**TASK PROMPT**
A faithful transcription of the entries below is required.

**GIVEN DATA**
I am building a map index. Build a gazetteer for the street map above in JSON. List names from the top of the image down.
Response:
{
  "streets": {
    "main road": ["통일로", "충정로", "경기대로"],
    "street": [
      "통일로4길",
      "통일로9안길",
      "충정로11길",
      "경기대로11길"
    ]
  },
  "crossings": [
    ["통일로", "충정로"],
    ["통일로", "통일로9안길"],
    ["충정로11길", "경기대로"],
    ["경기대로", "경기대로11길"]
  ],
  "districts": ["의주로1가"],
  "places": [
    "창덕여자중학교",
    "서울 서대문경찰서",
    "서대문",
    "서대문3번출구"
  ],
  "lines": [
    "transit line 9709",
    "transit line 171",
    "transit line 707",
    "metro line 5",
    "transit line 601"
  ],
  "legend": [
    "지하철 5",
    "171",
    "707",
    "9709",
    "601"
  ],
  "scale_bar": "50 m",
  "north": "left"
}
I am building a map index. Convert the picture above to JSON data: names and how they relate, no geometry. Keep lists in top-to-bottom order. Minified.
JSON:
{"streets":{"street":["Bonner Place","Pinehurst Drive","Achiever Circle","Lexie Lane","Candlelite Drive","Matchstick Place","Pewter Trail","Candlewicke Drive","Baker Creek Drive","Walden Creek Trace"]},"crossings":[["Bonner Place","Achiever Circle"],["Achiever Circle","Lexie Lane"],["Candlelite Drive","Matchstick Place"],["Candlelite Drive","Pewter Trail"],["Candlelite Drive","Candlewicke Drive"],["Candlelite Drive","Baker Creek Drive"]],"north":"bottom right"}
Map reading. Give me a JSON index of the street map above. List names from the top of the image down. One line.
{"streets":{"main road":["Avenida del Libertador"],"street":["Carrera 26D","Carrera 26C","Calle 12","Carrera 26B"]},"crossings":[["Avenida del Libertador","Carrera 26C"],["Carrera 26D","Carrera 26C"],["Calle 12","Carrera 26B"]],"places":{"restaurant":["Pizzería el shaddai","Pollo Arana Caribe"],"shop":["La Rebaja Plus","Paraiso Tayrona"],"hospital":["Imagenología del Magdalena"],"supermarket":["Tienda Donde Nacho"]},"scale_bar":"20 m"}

**ANSWER TO THE EXERCISE**
I am building a map index. Build a gazetteer for the street map above in JSON. List names from the top of the image down.
Response:
{
  "streets": {
    "main road": ["통일로", "충정로", "경기대로"],
    "street": [
      "통일로4길",
      "통일로9안길",
      "충정로11길",
      "경기대로11길"
    ]
  },
  "crossings": [
    ["통일로", "충정로"],
    ["통일로", "통일로9안길"],
    ["충정로11길", "경기대로"],
    ["경기대로", "경기대로11길"]
  ],
  "districts": ["의주로1가"],
  "places": [
    "창덕여자중학교",
    "서울 서대문경찰서",
    "서대문",
    "서대문3번출구"
  ],
  "lines": [
    "transit line 9709",
    "transit line 171",
    "transit line 707",
    "metro line 5",
    "transit line 601"
  ],
  "legend": [
    "지하철 5",
    "171",
    "707",
    "9709",
    "601"
  ],
  "scale_bar": "50 m",
  "north": "left"
}
I am building a map index. Convert the picture above to JSON data: names and how they relate, no geometry. Keep lists in top-to-bottom order. Minified.
JSON:
{"streets":{"street":["Bonner Place","Pinehurst Drive","Achiever Circle","Lexie Lane","Candlelite Drive","Matchstick Place","Pewter Trail","Candlewicke Drive","Baker Creek Drive","Walden Creek Trace"]},"crossings":[["Bonner Place","Achiever Circle"],["Achiever Circle","Lexie Lane"],["Candlelite Drive","Matchstick Place"],["Candlelite Drive","Pewter Trail"],["Candlelite Drive","Candlewicke Drive"],["Candlelite Drive","Baker Creek Drive"]],"north":"bottom right"}
Map reading. Give me a JSON index of the street map above. List names from the top of the image down. One line.
{"streets":{"main road":["Avenida del Libertador"],"street":["Carrera 26D","Carrera 26C","Calle 12","Carrera 26B"]},"crossings":[["Avenida del Libertador","Carrera 26C"],["Carrera 26D","Carrera 26C"],["Calle 12","Carrera 26B"]],"places":{"restaurant":["Pizzería el shaddai","Pollo Arana Caribe"],"shop":["La Rebaja Plus","Paraiso Tayrona"],"hospital":["Imagenología del Magdalena"],"supermarket":["Tienda Donde Nacho"]},"scale_bar":"20 m"}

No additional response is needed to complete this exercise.